Sabe, mi familia y yo vivíamos a unas cuantas leguas de la estación Superintendente Ledesma. El tata y el tata de mi tata fueron aparceros de buena ley y siempre le escaparon al caudillaje de los patrones, cuando le querían imponer por quien votar. El tata de mi tata fue asesinado por defender sus principios durante la época del fraude, en manos de delincuentes que eran dejados en libertad durante los periodos electorales. Mi tata tuvo que entregar la chacra a los usureros por no poder pagar ese crédito, que tenía como propósito producir más y así darle a sus gurises la posibilidad de una vida mejor. Nos mudamos a una tapera. Mi tata tuvo que pedirle trabajo al patrón de esas tierras, un miserable explotador de paisanos que eran tratados como esclavos.
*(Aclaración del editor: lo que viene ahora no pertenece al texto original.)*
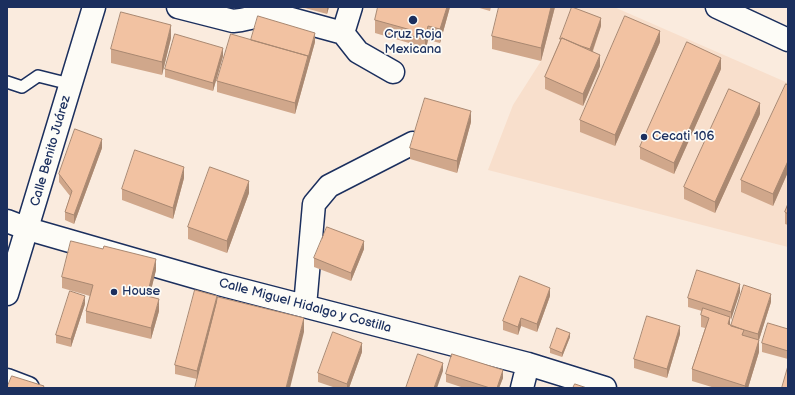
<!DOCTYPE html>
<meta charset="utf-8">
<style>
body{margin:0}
#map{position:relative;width:795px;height:395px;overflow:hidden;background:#faebde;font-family:"Balsamiq Sans",sans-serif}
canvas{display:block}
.frame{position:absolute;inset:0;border:8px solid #1b2f5e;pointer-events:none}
</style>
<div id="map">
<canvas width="795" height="395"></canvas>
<div class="frame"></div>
</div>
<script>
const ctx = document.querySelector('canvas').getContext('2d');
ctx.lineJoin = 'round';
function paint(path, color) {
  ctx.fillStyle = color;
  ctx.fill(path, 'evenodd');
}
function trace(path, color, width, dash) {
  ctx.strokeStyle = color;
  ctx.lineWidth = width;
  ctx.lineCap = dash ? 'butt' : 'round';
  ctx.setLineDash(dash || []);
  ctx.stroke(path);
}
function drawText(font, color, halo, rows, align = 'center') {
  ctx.font = font + ' "Balsamiq Sans",sans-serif';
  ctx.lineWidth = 3.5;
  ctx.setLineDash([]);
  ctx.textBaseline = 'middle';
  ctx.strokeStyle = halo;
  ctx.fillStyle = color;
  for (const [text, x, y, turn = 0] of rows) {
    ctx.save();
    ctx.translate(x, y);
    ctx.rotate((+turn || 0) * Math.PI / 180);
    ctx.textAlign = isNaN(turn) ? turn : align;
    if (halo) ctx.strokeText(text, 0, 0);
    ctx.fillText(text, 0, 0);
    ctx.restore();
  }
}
paint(new Path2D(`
 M555,7H614L788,83V247L488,170L513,105L541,61Z`), '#f8dfcc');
const service = new Path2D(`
 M7,82L22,87L38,76L70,84`);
const minor = new Path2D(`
 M178,7L233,21L241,20L264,15H277L343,33L358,52L393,72
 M343,33L351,7
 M7,221L28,229L219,284L528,364L605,388
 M7,294L94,7
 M305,306L314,204L329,186L413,143
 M7,380L28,388
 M522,388L528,364`);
const secondary = new Path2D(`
 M717,7L788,40`);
trace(service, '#1b2f5e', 14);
trace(minor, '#1b2f5e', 25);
trace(secondary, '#1b2f5e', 25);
trace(service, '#fdfcf7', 11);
trace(minor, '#fdfcf7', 22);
trace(secondary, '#fdfcf7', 22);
paint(new Path2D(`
 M301,7H329L327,14Z
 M378,7H450L440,43L428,40L425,53L409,49V43L375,33V20Z
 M476,7H491L490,11Z
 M555,7L541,61L492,49V36Z
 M601,26L593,51L600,66L583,106L545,89V77L560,41V39Z
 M171,38L162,75L111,63V49Z
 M251,40L315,42L295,114L217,92V81Z
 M660,42L615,146L580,132V120Z
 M223,56L213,91L165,77V69Z
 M721,69L674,174L640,159V147Z
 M788,85V172L773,206L741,192V180Z
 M760,114L715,213L684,199V187Z
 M471,122L457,173L410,159V148Z
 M102,148L74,224L65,220V212L70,196L59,182V174Z
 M184,178L173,219L122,200V189Z
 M249,193L227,253L188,239V227Z
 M788,204V225L785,224V212Z
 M364,249L351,281L314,267V258Z
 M156,270L149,297L159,311L151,339L86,323V311L90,296L62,288V277Z
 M740,292L730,320V325L731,326L771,302L759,340V352L748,388H715L692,381V369L705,328L701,327V315L702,311L688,307V298Z
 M550,296L537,332L521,326L518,335L503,330V321Z
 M217,303L304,332L212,322L197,379L175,374V365Z
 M85,304L71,347L56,343V335Z
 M788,329V359L762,352V343Z
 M680,334L667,378L634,368V359Z
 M570,337L562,357L550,353V348Z
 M362,352L349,388H336L318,382V373Z
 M446,374L503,378L499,388H464L446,382Z`), '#d0a78b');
paint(new Path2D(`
 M327,7H329L327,14Z
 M447,7H450L440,43V29Z
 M551,7H555L541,61V48Z
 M601,18V26L590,58V49Z
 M171,25V38L162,75V62Z
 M428,26V40L425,53V40Z
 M660,31V42L615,146V135Z
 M315,33V42L295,114V103Z
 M223,48V56L213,91V83Z
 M600,55V66L583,106V94Z
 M721,58V69L674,174V163Z
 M760,103V114L715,213V202Z
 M471,111V122L457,173V161Z
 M102,139V148L74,224V215Z
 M788,161V172L773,206V194Z
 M184,167V178L173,219V208Z
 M249,181V193L227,253V241Z
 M364,241V249L351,281V273Z
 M156,259V270L147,307V296Z
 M740,284V292L731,320V312Z
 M550,288V296L537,332V324Z
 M771,294V302L758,343V334Z
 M85,296V304L71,347V339Z
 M217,296V304L197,379V371Z
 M159,299V311L151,339V328Z
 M730,317V328L728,324Z
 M304,318V332L290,388H286Z
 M521,318V326L518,335V327Z
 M680,326V334L667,378V369Z
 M570,333V337L562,357V353Z
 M759,340V352L748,388H745V386Z
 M362,343V352L349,388H347V384Z
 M443,363V371L437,388H434Z
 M503,370V378L499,388H497Z`), '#a98871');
const building = new Path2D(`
 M378,7H447L440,29L428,26L425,40L409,35L411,30L375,20Z
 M499,7H551L541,48L492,36Z
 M572,7L601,18L590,49L581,46L562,38L561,39H560Z
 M121,12L171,25L162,62L111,49Z
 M258,16L315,33L308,58V56L251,40Z
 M625,16L660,31L615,135L580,120Z
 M175,34L223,48L213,83L165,69Z
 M231,34L308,56L295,103L217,81Z
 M562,38L600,55L583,94L545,77Z
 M687,42L721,58L674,163L640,147Z
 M786,84L788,85V161L773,194L741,180Z
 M729,89L760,103L715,202L684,187Z
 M425,98L471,111L457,161L410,148Z
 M75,129L102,139L74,215L65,212L72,191L59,174Z
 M135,150L184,167L173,208L122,189Z
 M210,167L249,181L227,241L188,227Z
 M788,204V214L785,212Z
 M327,227L364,241L351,273L314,258Z
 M71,241L103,249L104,246L156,259L147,296L159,299L151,328L86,311L93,285L62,277Z
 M697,270L740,284L731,312L688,298Z
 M520,276L550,288L537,324L521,318L518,327L503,321Z
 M744,285L771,294L758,334L731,326Z
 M195,290L217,296L197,371L175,365Z
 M70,291L85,296L71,339L56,335Z
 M218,297L304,318L286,388H195Z
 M703,308L730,317L728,324L744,330L742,335L759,340L745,386L692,369L709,318L701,315Z
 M647,316L680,326L667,369L634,359Z
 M768,323L788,329V351L762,343Z
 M557,328L570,333L562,353L550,348Z
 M333,332L362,343L347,384L318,373Z
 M418,354L443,363L434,388H406Z
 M452,354L503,370L497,388H490L446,374Z
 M788,366V388H782Z
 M12,376L44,386L43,388H7Z
 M575,384L587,388H573Z`);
paint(building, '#f2c2a2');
trace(building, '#a98871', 1);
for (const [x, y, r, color] of [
 [413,20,5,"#1b2f5e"],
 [644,137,4,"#1b2f5e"],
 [114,292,4,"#1b2f5e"]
]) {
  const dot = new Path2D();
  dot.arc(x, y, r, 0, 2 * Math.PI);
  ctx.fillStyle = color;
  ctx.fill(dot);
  trace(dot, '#fdfcf7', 1.5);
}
drawText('13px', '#1b2f5e', '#fdfcf7', [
 ["Cruz Roja",413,35,"center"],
 ["Mexicana",413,50,"center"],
 ["Cecati 106",652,137],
 ["House",122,292]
], 'left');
drawText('13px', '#1b2f5e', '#fdfcf7', [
 ["Calle Benito Juárez",51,151,-74],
 ["Calle Miguel Hidalgo y Costilla",305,306,15]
]);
</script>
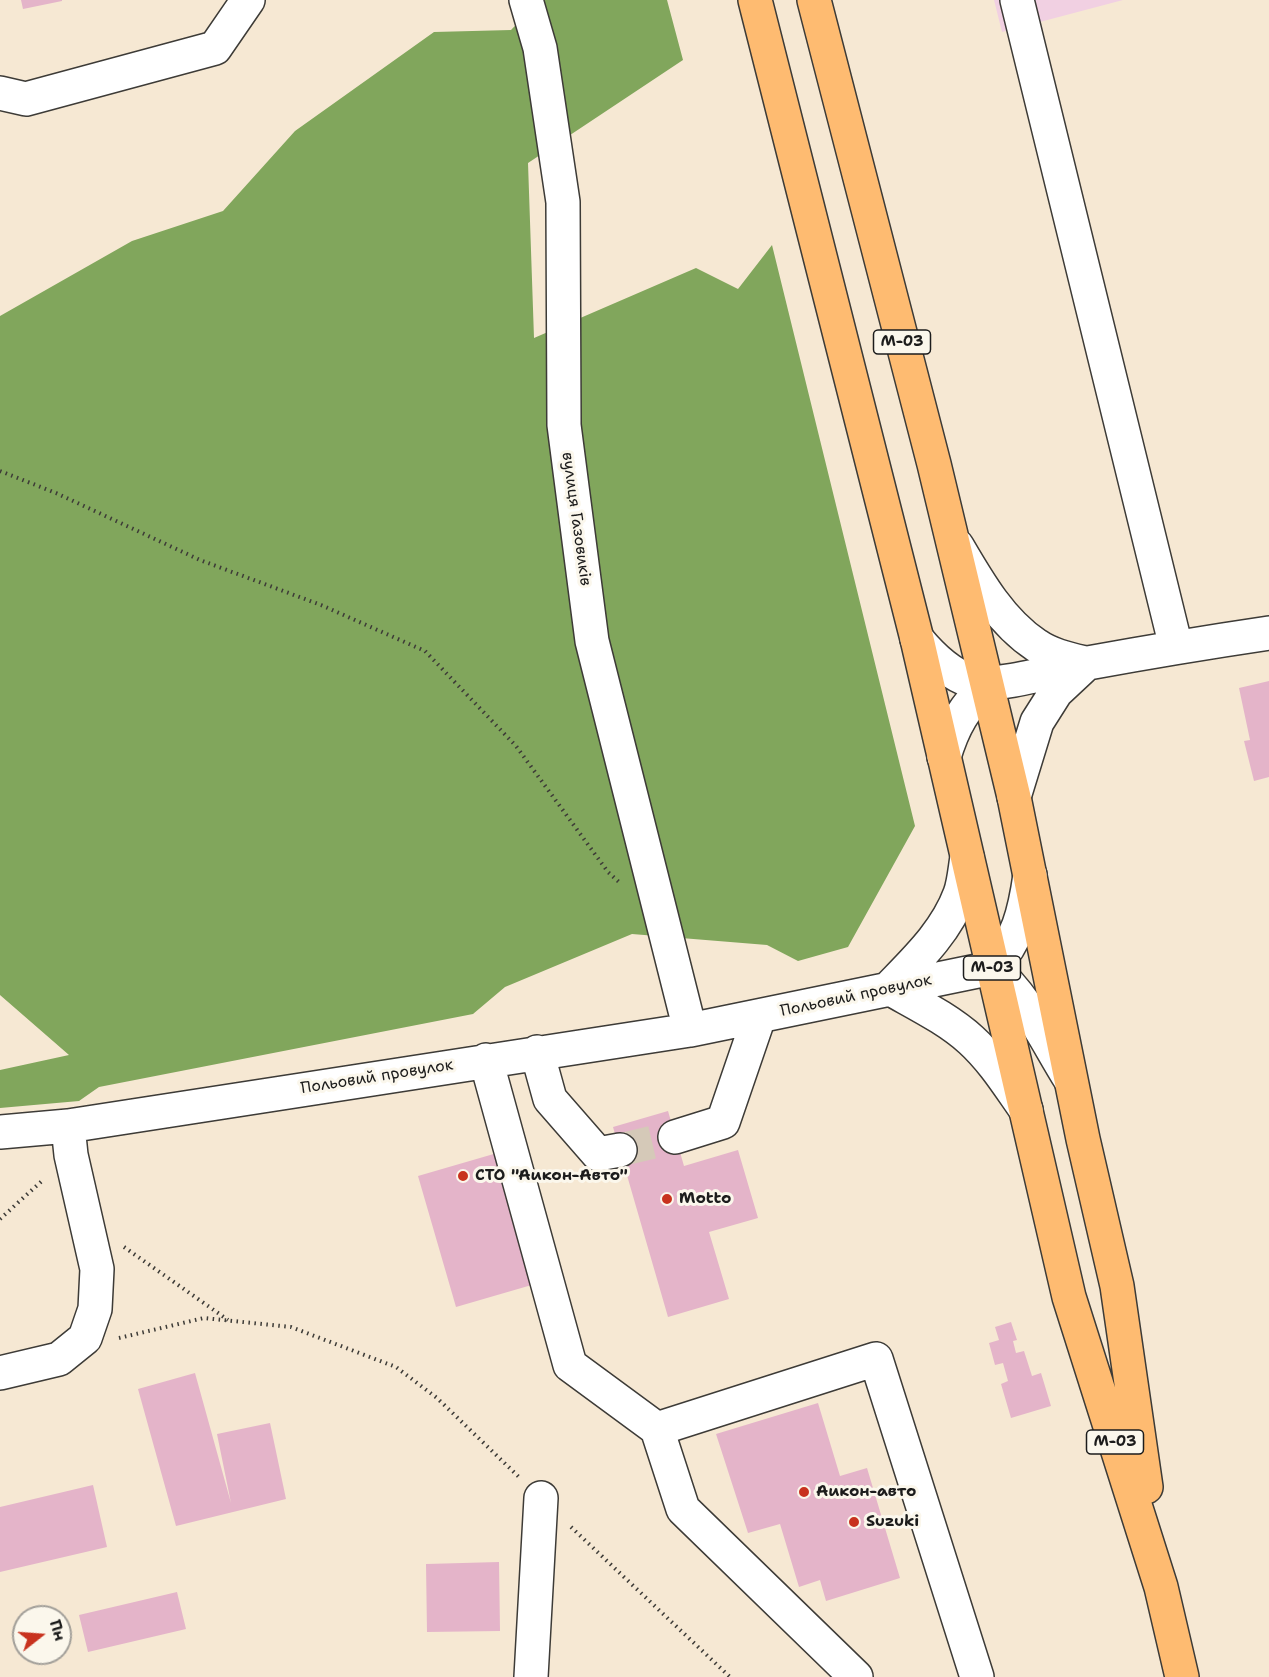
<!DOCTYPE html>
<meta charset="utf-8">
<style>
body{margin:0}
#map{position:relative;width:1269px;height:1677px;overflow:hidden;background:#f6e8d3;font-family:"Shantell Sans",sans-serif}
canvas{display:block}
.north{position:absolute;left:12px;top:1605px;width:60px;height:60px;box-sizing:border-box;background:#fbf7ec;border:2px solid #a29f99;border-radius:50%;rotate:73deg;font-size:16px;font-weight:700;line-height:24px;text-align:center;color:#1c1c1c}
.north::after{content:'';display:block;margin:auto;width:21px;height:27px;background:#c8321e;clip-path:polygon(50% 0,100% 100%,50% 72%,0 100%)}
</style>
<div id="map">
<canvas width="1269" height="1677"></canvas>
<div class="north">Пн</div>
</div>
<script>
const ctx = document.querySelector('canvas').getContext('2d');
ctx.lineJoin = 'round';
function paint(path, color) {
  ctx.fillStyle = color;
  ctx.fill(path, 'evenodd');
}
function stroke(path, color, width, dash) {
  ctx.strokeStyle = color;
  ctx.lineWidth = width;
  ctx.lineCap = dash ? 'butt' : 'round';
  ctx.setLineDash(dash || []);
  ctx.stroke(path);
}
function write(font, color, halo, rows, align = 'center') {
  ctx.font = font + ' "Shantell Sans",sans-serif';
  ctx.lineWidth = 6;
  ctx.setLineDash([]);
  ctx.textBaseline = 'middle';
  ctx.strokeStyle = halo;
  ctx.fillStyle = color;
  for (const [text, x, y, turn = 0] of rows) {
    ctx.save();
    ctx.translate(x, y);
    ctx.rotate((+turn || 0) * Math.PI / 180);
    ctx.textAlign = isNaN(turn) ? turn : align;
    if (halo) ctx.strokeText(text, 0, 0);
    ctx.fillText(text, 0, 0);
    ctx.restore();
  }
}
const built = new Path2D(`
 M 994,0 L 1123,0 L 1002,32 Z`);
const forest = new Path2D(`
 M 540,0 L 667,0 L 683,60 L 528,163 L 534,338 L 696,268 L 738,289 L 772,245 L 915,826 L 848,947 L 798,961 L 767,945 L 632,934 L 505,987 L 473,1014 L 99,1087 L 79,1101 L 0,1108 L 0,1070 L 69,1055 L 0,995 L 0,316 L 132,241 L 223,211 L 295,131 L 434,32 L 511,30 Z`);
const building = new Path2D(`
 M 21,0 L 62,0 L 62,1 L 23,9 Z
 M 1269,681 L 1269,777 L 1254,781 L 1244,741 L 1250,740 L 1239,688 Z
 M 668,1111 L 684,1166 L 738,1150 L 758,1218 L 709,1232 L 729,1299 L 668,1317 L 613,1127 Z
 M 504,1151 L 542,1282 L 456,1307 L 418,1176 Z
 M 1011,1322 L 1017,1340 L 1013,1341 L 1016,1353 L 1024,1351 L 1032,1376 L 1041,1373 L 1051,1406 L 1011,1418 L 1001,1384 L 1008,1381 L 1003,1363 L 995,1365 L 989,1343 L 999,1340 L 995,1327 Z
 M 195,1373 L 231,1503 L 217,1434 L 270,1423 L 286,1499 L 176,1526 L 138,1389 Z
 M 818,1403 L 840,1476 L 867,1468 L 900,1578 L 826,1601 L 820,1580 L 799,1587 L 780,1524 L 748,1533 L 716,1434 Z
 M 93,1485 L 107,1547 L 0,1572 L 0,1507 Z
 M 499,1562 L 500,1631 L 427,1632 L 426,1564 Z
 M 177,1592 L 186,1629 L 88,1652 L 79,1615 Z`);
const minorTunnel = new Path2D(`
 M 620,1150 L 675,1137`);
const path = new Path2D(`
 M 0,471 L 56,493 L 200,560 L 321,605 L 425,651 L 516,746 L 608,872 L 620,883
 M 0,1219 L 44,1179
 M 124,1247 L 228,1320
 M 119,1338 L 204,1318 L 291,1327 L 396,1367 L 437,1398 L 520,1478
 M 571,1527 L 730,1677`);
const minor = new Path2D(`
 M 526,0 L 540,48 L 563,202 L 564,425 L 592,641 L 690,1030
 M 1017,0 L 1176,647
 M 0,93 L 26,99 L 215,48 L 248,0
 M 957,546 C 978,582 1001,622 1036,645 C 1050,655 1068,659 1085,663
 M 917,639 C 931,656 949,674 971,681 C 997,689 1059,669 1088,663 C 1148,652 1208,642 1269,633
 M 944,757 C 953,726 965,706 988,684
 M 1014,797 L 1037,722 L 1056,692 L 1086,664
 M 967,857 C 965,869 964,883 960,894 C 946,932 916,960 889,988 C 917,1004 948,1019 971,1040 C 993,1060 1009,1086 1026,1110
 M 992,968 C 1027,997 1046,1041 1070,1079
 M 992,968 C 1018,941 1025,911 1030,875
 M 537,1052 L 550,1099 L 598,1154 L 620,1150
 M 486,1060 L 570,1365 L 657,1429 L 683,1509 L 856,1677
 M 0,1132 L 68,1126
 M 675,1137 L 723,1122 L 759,1017
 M 0,1373 L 59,1359 L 85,1338 L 95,1309 L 97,1269 L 71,1155 L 68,1126 L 690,1030 L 992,968
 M 657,1429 L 876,1359 L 977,1677
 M 531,1677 L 541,1498`);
const highway = new Path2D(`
 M 755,0 L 917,639 L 1069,1297 L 1161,1587 L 1182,1677
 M 814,0 L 934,464 L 1014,797 L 1083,1139 L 1117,1286 L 1146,1487`);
const markers = [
 [463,1176,6,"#c8321e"],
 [667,1199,6,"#c8321e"],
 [804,1492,6,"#c8321e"],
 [854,1522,6,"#c8321e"]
];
const shields = [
 [902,342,57],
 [992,968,57],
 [1115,1442,57]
];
const shieldNames = [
 ["М-03",902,342],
 ["М-03",992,968],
 ["М-03",1115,1442]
];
const streetNames = [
 ["вулиця Газовиків",576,519,82],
 ["Польовий провулок",856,996,-12],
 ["Польовий провулок",377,1077,-9]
];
const poiNames = [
 ["СТО \"Аикон-Авто\"",475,1176],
 ["Motto",679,1199],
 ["Аикон-авто",816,1492],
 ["Suzuki",866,1522]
];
paint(built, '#f1d0e2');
paint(forest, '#81a65c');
paint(building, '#e4b4c9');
stroke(minorTunnel, '#d5c9b8', 33, [33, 16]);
stroke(minor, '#3d3b37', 36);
stroke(highway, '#3d3b37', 36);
stroke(path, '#3d3b37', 4, [1.5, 4.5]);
stroke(minor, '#fff', 33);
stroke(highway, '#febb71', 33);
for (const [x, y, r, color] of markers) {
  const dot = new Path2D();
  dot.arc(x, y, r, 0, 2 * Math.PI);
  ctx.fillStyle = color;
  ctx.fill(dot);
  stroke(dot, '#fbf7ec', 2);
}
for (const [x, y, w] of shields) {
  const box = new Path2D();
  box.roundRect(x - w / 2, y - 12, w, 24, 4.5);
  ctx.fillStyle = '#fbf7ec';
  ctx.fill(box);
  stroke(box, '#1c1c1c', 1.5);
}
write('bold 15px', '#1c1c1c', null, shieldNames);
write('16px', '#1c1c1c', '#fbf7ec', streetNames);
write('bold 16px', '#1c1c1c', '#fbf7ec', poiNames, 'left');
</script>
A partir de ese momento, comenzamos a conocer la hambruna, el maltrato y el olvido. A los dos años murió mi tata, dado que no tenía suficiente salud ni medicamentos para resolver su infección en las piernas. Mi mama no pudo aguantar su tristeza y se dejó ir detrás de sus pasos. Mis hermanos se fueron a intentar suerte a San Miguel y yo me quedé en la tapera, lugar en donde ya había formado mi familia, junto a mi esposa Rosario. Diosito nos dio tres gurises.

Cuando me echó del trabajo el dueño de la hacienda, empezamos con la china a desesperarnos. Nuestros gurises se enfermaron, volviéndose muy flacuchos. Únicamente comíamos bien una vez cada dos años, cuando el camión pasaba para llevarnos a votar, poniendo el señor encargado del grupo una boleta en nuestras manos. Luego, nos entregaban la bolsa con alimentos que, aunque la estiráramos lo más posible, solamente nos duraba unas semanas.

Cuando volvieron para las nuevas elecciones, ya habíamos perdido a mi niña mayor de seis años, por causa de una baba sanguinolenta que salía de su boquita que, según me dijeron los médicos, agujereó sus pulmoncitos.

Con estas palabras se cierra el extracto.